“Ele é o homem certo para ti, nunca vais encontrar ninguém como ele, ouve o que te digo…”, diz a Sofia ao telefone, com a irmã do outro lado da linha, enquanto o comboio passa mais uma estação. “Aquele estúpido enganou a minha filha e agora vive com aquela mulherzinha que nem sabe cozinhar!”, conta a D. Eugénia à amiga enquanto o chá arrefece, na confeitaria do costume. “Ontem fui a casa de uns amigos jantar, a São e o Carlos, o contabilista. Aqueles que moram junto à escola. Eles tinham a cozinha tão suja…”, quase grita Elsa, para se fazer ouvir entre os secadores que a cabeleireira Céu manuseia com destreza. “Ai a minha cunhada, a Fátima, é assim, gasta o que pode e o que não pode em roupa”, diz a Sónia à vizinha, na sala de espera do médico.
Estas são conversas reais, que se ouvem nos sítios mais inesperados. Umas vezes ao telefone, outras pessoalmente, há indivíduos que fazem questão de partilhar as suas vidas, dando voz às suas angústias, desabafos e outras intimidades nos mais variados locais públicos. Já me aconteceu, nesta partilha involuntária, ouvir falar sobre pessoas que conheço. E quanto mais ouço, mais peço à minha mente para deixar de ouvir, pois não seria capaz de meter-me numa conversa que não é minha. Também já me aconteceu ouvir coisas hilariantes e ter de disfarçar o humor a transbordar em gargalhadas com a leitura de uma revista, um livro ou um telefonema. Também já me emocionei, aprisionando as lágrimas e fitando o horizonte. Já me irritei, com disparates e maldades, e não foi propriamente fácil manter uma atitude neutra. Mas também já ouvi coisas românticas, como conversas de amor, entre casais apaixonados, bem como algumas zangas.

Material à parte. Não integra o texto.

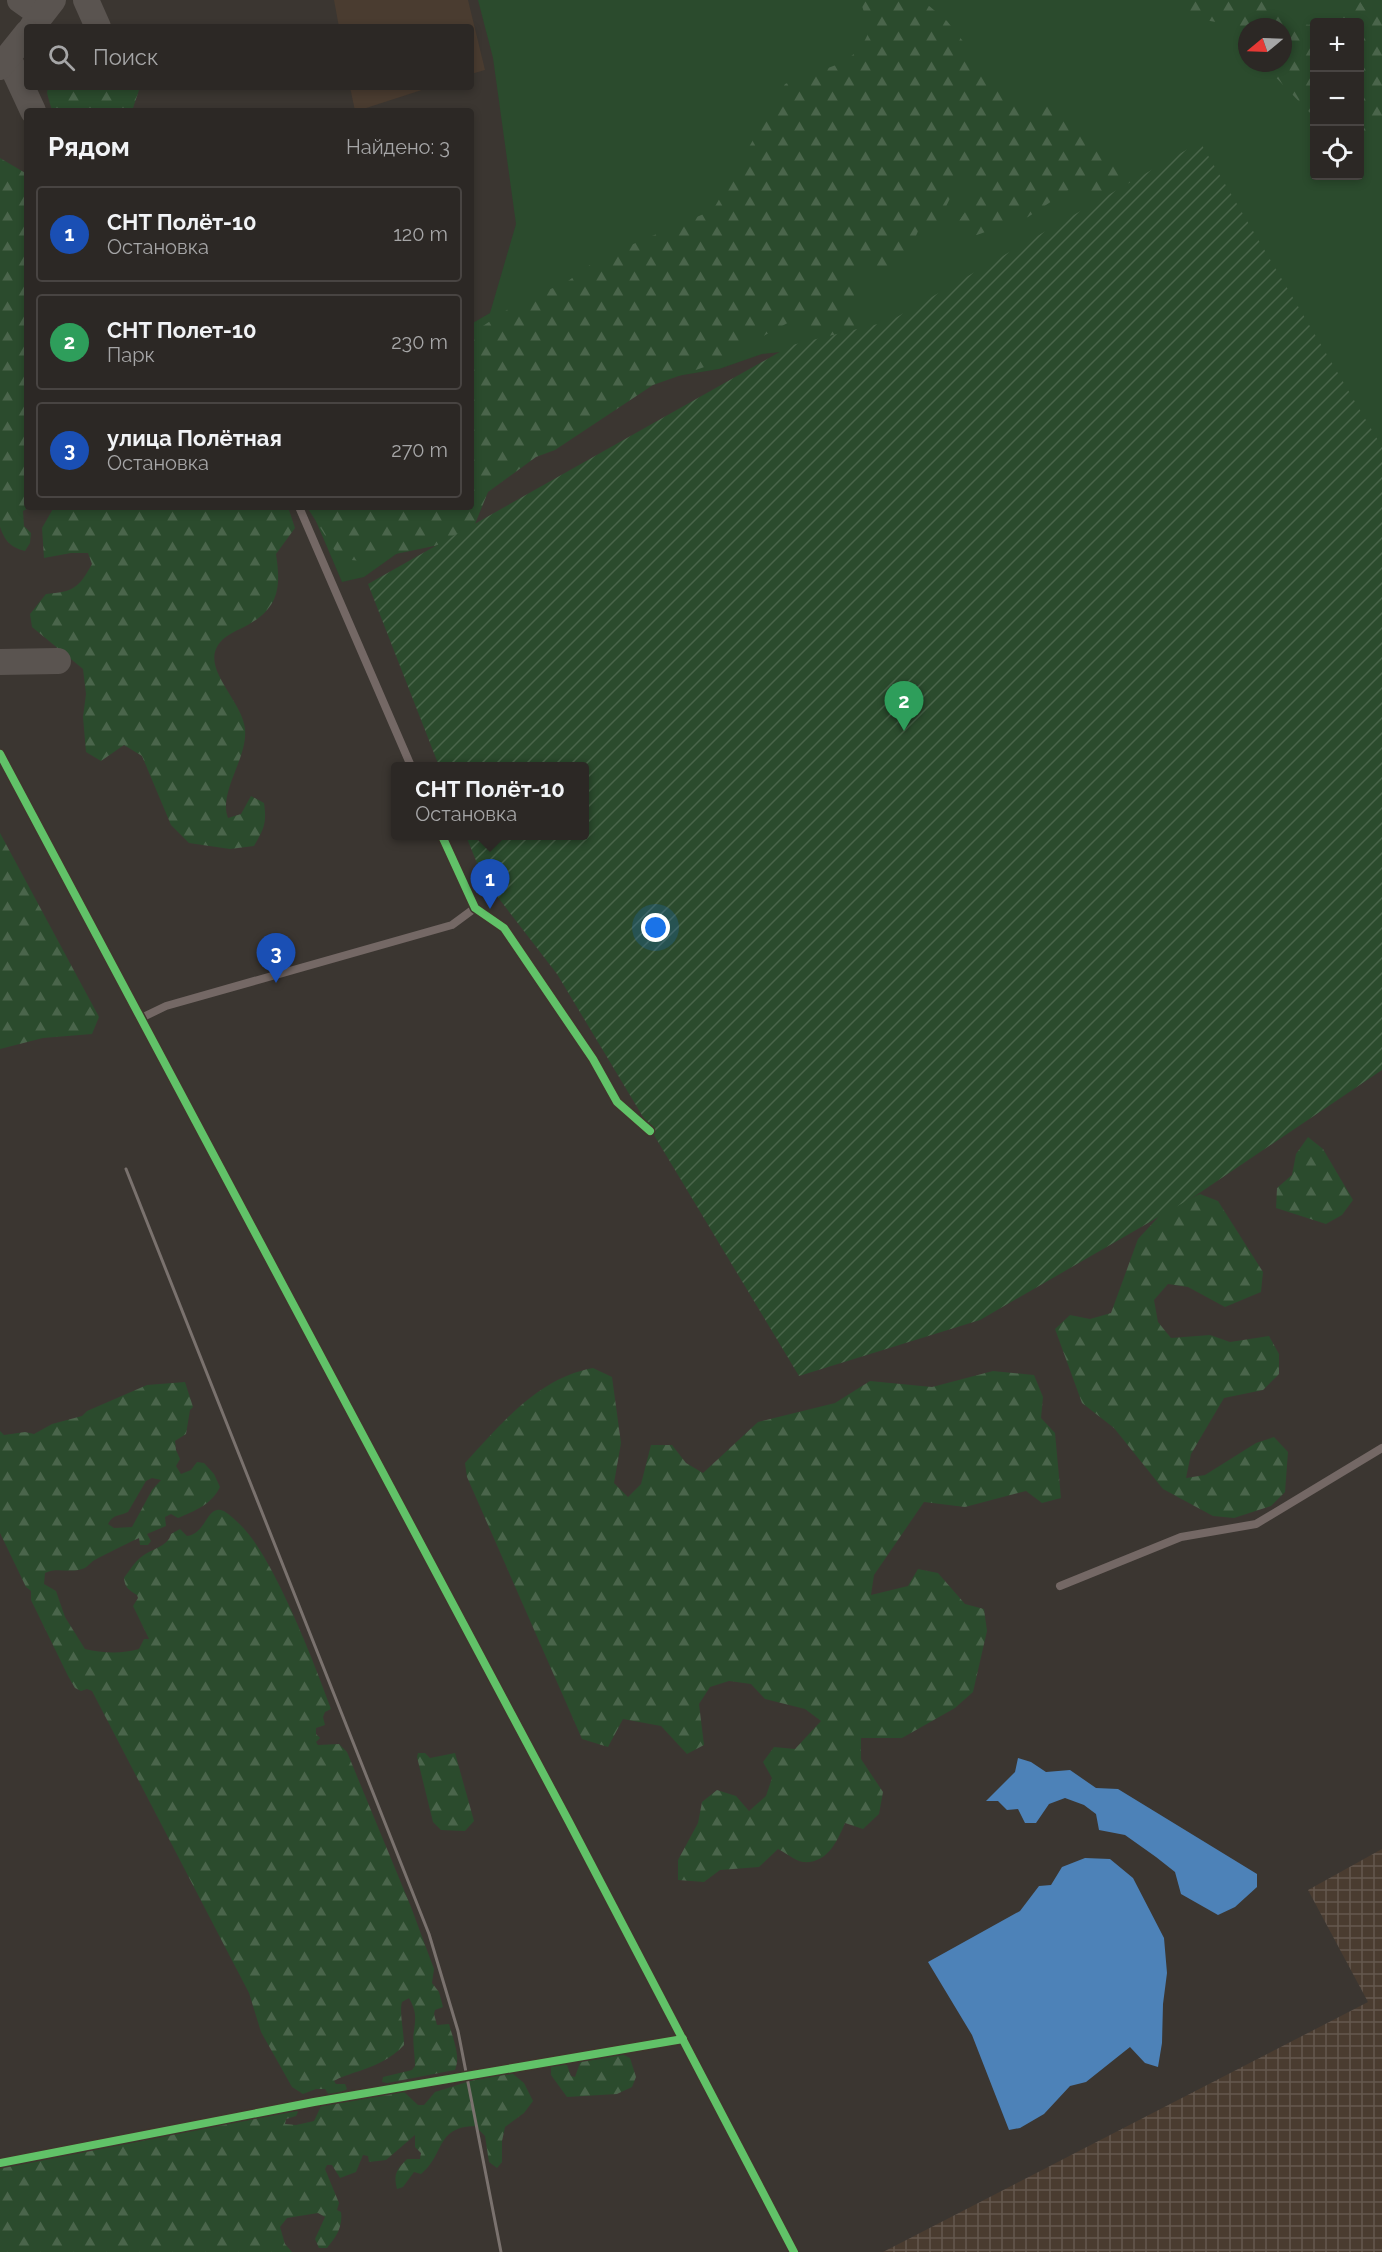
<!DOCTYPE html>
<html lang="ru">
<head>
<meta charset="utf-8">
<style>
	body { margin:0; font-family:Raleway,sans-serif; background:#34302d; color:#f1f3f6 }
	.controls { position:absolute; right:18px; top:18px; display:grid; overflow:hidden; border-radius:6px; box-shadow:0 3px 9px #0003 }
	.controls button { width:54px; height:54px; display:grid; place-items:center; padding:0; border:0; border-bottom:2px solid #484442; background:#2c2825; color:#f1f3f6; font:30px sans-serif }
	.compass { position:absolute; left:1238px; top:18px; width:54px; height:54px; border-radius:50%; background:#2c2825; box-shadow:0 3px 9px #0003; rotate:251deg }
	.you { position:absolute; left:656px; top:928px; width:21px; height:21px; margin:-15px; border:4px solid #fff; border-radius:50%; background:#1a73e8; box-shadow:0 0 0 9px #1a73e833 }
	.badge { display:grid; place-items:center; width:39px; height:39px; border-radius:50%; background:#8c9099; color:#fff; font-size:20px; font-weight:700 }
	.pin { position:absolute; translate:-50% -50px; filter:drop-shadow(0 2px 3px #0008) }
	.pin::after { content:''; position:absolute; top:32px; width:21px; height:18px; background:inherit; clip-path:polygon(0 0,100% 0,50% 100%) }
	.popup { position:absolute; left:391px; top:762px; width:198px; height:78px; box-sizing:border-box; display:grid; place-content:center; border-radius:6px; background:#2c2825; filter:drop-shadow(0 2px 4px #0005); font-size:20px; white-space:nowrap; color:#a6a6a7 }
	.popup b { font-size:22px; color:#f1f3f6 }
	.popup::after { content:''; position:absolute; left:50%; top:100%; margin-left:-12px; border:12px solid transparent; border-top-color:#2c2825 }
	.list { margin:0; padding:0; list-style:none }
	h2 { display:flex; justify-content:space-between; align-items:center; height:78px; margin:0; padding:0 24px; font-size:26px }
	h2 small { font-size:20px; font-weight:400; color:#a6a6a7 }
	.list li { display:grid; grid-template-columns:39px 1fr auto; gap:18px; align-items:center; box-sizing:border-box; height:96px; margin:0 12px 12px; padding:0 12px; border:2px solid #484442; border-radius:6px }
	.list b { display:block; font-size:22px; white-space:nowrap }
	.list p { margin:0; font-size:20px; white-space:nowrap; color:#a6a6a7 }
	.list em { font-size:20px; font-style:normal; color:#a6a6a7 }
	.icon { flex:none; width:33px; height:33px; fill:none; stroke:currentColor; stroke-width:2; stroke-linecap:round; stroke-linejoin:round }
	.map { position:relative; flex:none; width:1382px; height:2252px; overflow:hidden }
	.search { position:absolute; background:#2c2825; box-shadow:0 3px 9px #0003; left:24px; top:24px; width:450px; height:66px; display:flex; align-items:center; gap:15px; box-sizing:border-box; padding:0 21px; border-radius:6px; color:#a6a6a7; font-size:22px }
	.panel { position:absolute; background:#2c2825; box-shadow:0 3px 9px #0003; left:24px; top:108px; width:450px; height:402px; border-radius:6px }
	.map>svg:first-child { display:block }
	.industrial { fill:url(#industrial-grid) }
	.built { fill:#4a3c30 }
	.grass { fill:#2b4b2d; fill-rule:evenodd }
	.forest { fill:url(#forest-firs); fill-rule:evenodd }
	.garden { fill:url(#garden-furrows) }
	.water { fill:#4d82b8 }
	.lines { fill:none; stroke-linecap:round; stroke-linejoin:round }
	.taxiway { stroke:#5a5450; stroke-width:26 }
	.minor { stroke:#746865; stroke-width:8 }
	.rail { stroke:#7a726e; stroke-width:3 }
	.cycleway-casing { stroke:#3f352d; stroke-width:11 }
	.cycleway { stroke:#61c268; stroke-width:8 }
</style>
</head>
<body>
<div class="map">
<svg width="1382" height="2252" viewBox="0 0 1382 2252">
	<defs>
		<pattern id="industrial-grid" width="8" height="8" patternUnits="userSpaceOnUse" patternTransform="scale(1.5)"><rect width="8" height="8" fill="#4a3c30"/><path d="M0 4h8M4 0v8" fill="none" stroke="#64584e"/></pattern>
		<pattern id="forest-firs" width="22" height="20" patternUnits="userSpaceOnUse" patternTransform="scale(1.5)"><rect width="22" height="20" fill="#2b4b2d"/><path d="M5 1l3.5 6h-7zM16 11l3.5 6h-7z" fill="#4a654b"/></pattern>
		<pattern id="garden-furrows" width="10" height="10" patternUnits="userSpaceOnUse" patternTransform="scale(1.5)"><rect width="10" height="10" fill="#2b4b2d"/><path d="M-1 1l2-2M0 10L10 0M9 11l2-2" fill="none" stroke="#4a654b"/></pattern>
	</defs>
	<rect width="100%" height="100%" fill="#3b3631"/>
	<path class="industrial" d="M1382,1849V2252H883L1368,2002L1308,1890Z"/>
	<g class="built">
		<path d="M334,0H468L485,70L471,74V27H339Z"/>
		<path d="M350,87H431L357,111H355Z"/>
	</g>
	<g class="grass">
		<path d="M478,0H1382V662L925,321L809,349L762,354L719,369L653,380L471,499V324L490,313L516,224L493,58ZM1314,22H1360V176H1314ZM1247,27H1283V63H1247Z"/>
		<path d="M310,507L448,517L364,577L342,582Z"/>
	</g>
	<g class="forest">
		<path d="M860,0H922L947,21L1010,101L1029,108L1050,106L1175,209L1107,215L1079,183L1028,217L971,237L956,225L979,192L968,175L955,188L938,223L918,231L904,265L865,270L854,287L855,326L843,341H823L795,319L710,365L653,385L555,450L536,457L488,492L473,529L458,541L362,561L340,559L307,507H471V334L523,299L564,284L598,259L713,210L785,84L844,62L861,48L870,30Z"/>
		<path d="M1168,0H1282C1290,13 1296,28 1314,24V117L1262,63H1283V27H1247V48L1234,34L1216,22L1193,18Z"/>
		<path d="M1346,0H1359L1366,11L1382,5V134H1360V22H1326Z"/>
		<path d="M48,87H98L103,90L121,87H140L132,111H52L47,93Z"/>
		<path d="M0,158L27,174V507H30L23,511L24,526L31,533L30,543L25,551C10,547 5,541 0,527Z"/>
		<path d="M54,507H288L295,528L276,554C282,592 277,611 240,629C231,633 220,639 216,649C206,673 243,703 245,729C248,758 218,792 228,818L241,814L251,796L264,803C267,823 264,829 254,846L230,849L189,843L171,825L142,756L124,745L101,761L86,752L83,717L86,694L83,669L32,627L30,614L46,594C73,592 79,588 92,564L88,553H71L44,558L42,528Z"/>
		<path d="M0,833L99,1017L92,1034L43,1038L0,1049Z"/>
		<path d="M1308,1137L1323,1149L1353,1200L1342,1215L1326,1224L1276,1208L1277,1188L1292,1175L1296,1154Z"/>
		<path d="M1200,1194L1218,1201L1263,1272L1261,1292L1225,1307L1188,1287L1168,1284L1154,1300L1158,1322L1171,1338L1210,1335L1230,1342L1269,1336L1279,1354V1374L1263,1390L1224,1398L1191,1454L1186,1478L1205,1475L1256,1443L1274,1437L1288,1452L1285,1492L1271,1506L1234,1518L1213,1516L1163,1489L1114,1428L1082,1403L1055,1329L1070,1315L1090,1319L1111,1313L1138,1239L1164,1211Z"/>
		<path d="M593,1368L612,1377L621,1443L614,1483L628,1497L641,1484L651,1445H672L686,1463L703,1473L758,1422L835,1403L870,1381L932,1387L993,1371L1034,1375L1043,1397L1041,1418L1055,1433L1061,1498L1042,1503L1026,1491L965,1507L924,1502L874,1575L871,1595L908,1586L918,1569L938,1573L965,1604L984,1609L987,1631L973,1692L955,1708L902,1738H861V1759L883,1792L879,1814L863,1829L845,1823C837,1842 827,1864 803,1862C795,1861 785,1852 778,1849L759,1867L720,1870L704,1882L678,1880V1860L698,1823L702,1802L717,1790L736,1796L749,1811L766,1796L772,1778L763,1762L774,1747L795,1749L821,1721L805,1709L765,1699L751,1684L729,1681L710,1687L699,1704L704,1745L687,1754L661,1726L623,1719L608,1747L582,1739L467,1477L465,1463C502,1423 538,1378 593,1368Z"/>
		<path d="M185,1382L193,1407L190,1410L186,1434L175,1441L176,1450L180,1459L176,1466L181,1474L191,1470L197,1462L204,1463L214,1474L220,1487C212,1504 195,1511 178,1518L171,1514L165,1517L166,1526L147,1534L151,1541L148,1545H140L139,1538C136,1539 98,1558 93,1561C89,1564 87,1568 82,1569C71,1573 55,1567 45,1573L44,1584L56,1591L65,1617L85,1649C102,1653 122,1654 139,1649L144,1639H149L133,1606L138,1598L137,1595C129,1590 125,1588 124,1578C129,1571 134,1563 140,1558C150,1549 168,1547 171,1534L180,1529L187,1536C204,1534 206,1512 217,1510C223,1509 228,1514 233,1518C251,1533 262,1553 273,1573C296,1617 314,1663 331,1709L325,1712L323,1717L325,1725L316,1728V1734L320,1738L316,1742L318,1745L339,1744L347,1752L411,1907L434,1969L432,1983L439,1992L443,2007L435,2010L434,2014L437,2025L449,2024C453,2039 461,2056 455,2070L387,2083L382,2082L383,2077L412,2070L415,2066C415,2055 412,2039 414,2031C416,2016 416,2011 409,1998L402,2002C399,2012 404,2032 404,2045C392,2059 370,2068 353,2073C346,2076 340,2077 334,2081L336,2084H345L347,2089L340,2093L329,2095L325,2089H316L303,2094L292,2087L261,2032L249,1993L92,1691L87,1689L81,1691L75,1688L68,1676L31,1600V1591L26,1587L0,1533V1431L4,1435L25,1432L34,1434L52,1424L82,1416L87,1411L147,1385ZM152,1478L161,1480L152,1490L132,1527L114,1528L108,1524C113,1514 120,1516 128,1512L146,1481Z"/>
		<path d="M418,1753H425L430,1758L455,1753L474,1821L465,1831L441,1830L433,1822L417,1757Z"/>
		<path d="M622,2054L630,2058L636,2077L632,2087L617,2094L567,2097L551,2075V2067L558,2062L567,2065L571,2076L575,2077L581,2060Z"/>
		<path d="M513,2074L524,2083L533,2101L524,2113L505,2127L502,2141V2162L497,2168L489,2162L485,2136L475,2126C435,2127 445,2155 421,2174L414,2172L403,2187L397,2189C393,2174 397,2169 407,2159H420L421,2153L415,2147V2135L386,2160L369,2162L368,2156L363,2155L356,2172L340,2178L332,2165H327L325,2169L339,2203L337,2210L341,2212C343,2227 336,2237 327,2248H319L315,2239L325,2217L318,2213L287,2218L280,2227L285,2244L292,2252H0V2167L296,2110L298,2112L296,2116L286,2119L285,2124L296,2125L314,2121L322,2104L403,2091L418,2105H424L435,2092L483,2077Z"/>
	</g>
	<path class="garden" d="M1200,142L1382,447V1070L1195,1196L980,1320L799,1376L557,974L483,878L466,836H584V766H439L368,584L792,345L890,321Z"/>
	<g class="water">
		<path d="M1018,1758L1031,1762L1046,1772L1070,1770L1096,1788L1118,1789L1257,1874V1887L1235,1907L1218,1915L1181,1894L1175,1872L1156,1857L1125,1835L1099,1830L1096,1814L1084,1805L1065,1798L1049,1804L1036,1823H1025L1018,1809L1007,1810L998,1801H986L1015,1772Z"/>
		<path d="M1085,1858L1110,1859L1133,1878L1164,1938L1167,1973L1163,2004L1162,2043L1158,2067L1145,2063L1130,2047L1086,2082L1070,2086L1044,2114L1020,2128L1009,2130L972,2035L928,1962L1020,1911L1039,1886L1051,1885L1062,1867Z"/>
	</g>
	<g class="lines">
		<g class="taxiway">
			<path d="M20,0L41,15"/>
			<path d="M86,0L98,27"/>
			<path d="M32,27L53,0"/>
			<path d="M8,57L33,111"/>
			<path d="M0,67L27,33"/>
			<path d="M0,662L58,661"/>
		</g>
		<g class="minor">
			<path d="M299,507L411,766"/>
			<path d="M0,754L568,1820L794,2252"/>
			<path d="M442,836L475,908L504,928L593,1059L617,1102L650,1131"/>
			<path d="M141,1018L166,1006L452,925L475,908"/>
			<path d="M1060,1586L1181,1537L1256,1524L1382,1448"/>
			<path d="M0,2163L314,2102L683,2039"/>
		</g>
		<path class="rail" d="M126,1169L429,1934L458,2031L501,2252"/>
		<g class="cycleway-casing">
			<g id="cycleway">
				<path d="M0,754L568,1820L794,2252"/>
				<path d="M442,836L475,908L504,928L593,1059L617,1102L650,1131"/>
				<path d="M0,2163L314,2102L683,2039"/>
			</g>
		</g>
		<use href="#cycleway" class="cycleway"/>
	</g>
</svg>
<div class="controls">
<button>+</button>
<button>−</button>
<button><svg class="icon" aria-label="locate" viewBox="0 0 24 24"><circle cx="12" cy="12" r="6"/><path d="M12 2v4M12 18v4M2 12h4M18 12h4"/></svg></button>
</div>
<svg class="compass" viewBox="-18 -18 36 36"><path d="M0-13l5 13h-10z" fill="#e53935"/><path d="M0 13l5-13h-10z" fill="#a6a6a7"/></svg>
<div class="you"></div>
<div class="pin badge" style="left:490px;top:909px;background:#1a4fb4">1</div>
<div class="popup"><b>СНТ Полёт-10</b>Остановка</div>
<div class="pin badge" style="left:904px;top:731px;background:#2e9e5b">2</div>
<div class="pin badge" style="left:276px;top:983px;background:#1a4fb4">3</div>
<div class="search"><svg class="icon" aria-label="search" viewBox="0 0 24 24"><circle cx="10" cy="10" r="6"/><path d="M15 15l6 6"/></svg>Поиск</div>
<section class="panel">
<h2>Рядом<small>Найдено: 3</small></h2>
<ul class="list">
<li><span class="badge" style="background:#1a4fb4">1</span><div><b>СНТ Полёт-10</b><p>Остановка</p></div><em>120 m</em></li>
<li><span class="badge" style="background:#2e9e5b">2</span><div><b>СНТ Полет-10</b><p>Парк</p></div><em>230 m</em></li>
<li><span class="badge" style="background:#1a4fb4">3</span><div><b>улица Полётная</b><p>Остановка</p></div><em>270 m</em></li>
</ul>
</section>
</div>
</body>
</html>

A questão que eu me coloco é sempre esta: será que as pessoas têm noção de que estão a ser ouvidas? Mais: será que percebem que as outras pessoas (se forem mentalmente sãs) não têm o mínimo interesse em ouvirem as suas conversas e que até ficam constrangidas por estarem a ser obrigadas a entrar na intimidade alheia? Chego a colocar a hipótese, nalguns casos, que há quem faça isto de propósito, numa tentativa de aumentar a audiência da história das suas vidas ou das suas opiniões sobre as vidas alheias. Pode também ser falta de senso em relação às fronteiras da intimidade. Nalguns casos, pode ser apenas uma distracção, que pode acontecer a qualquer um.
Dou a minha missão como cumprida se pelo menos algumas pessoas, depois de lerem esta crónica, pensarem duas vezes antes de falarem, enquanto estão na fila de supermercado ou no autocarro, sobre os pêlos encravados do namorado, as dívidas do colega ou as proezas amorosas do vizinho.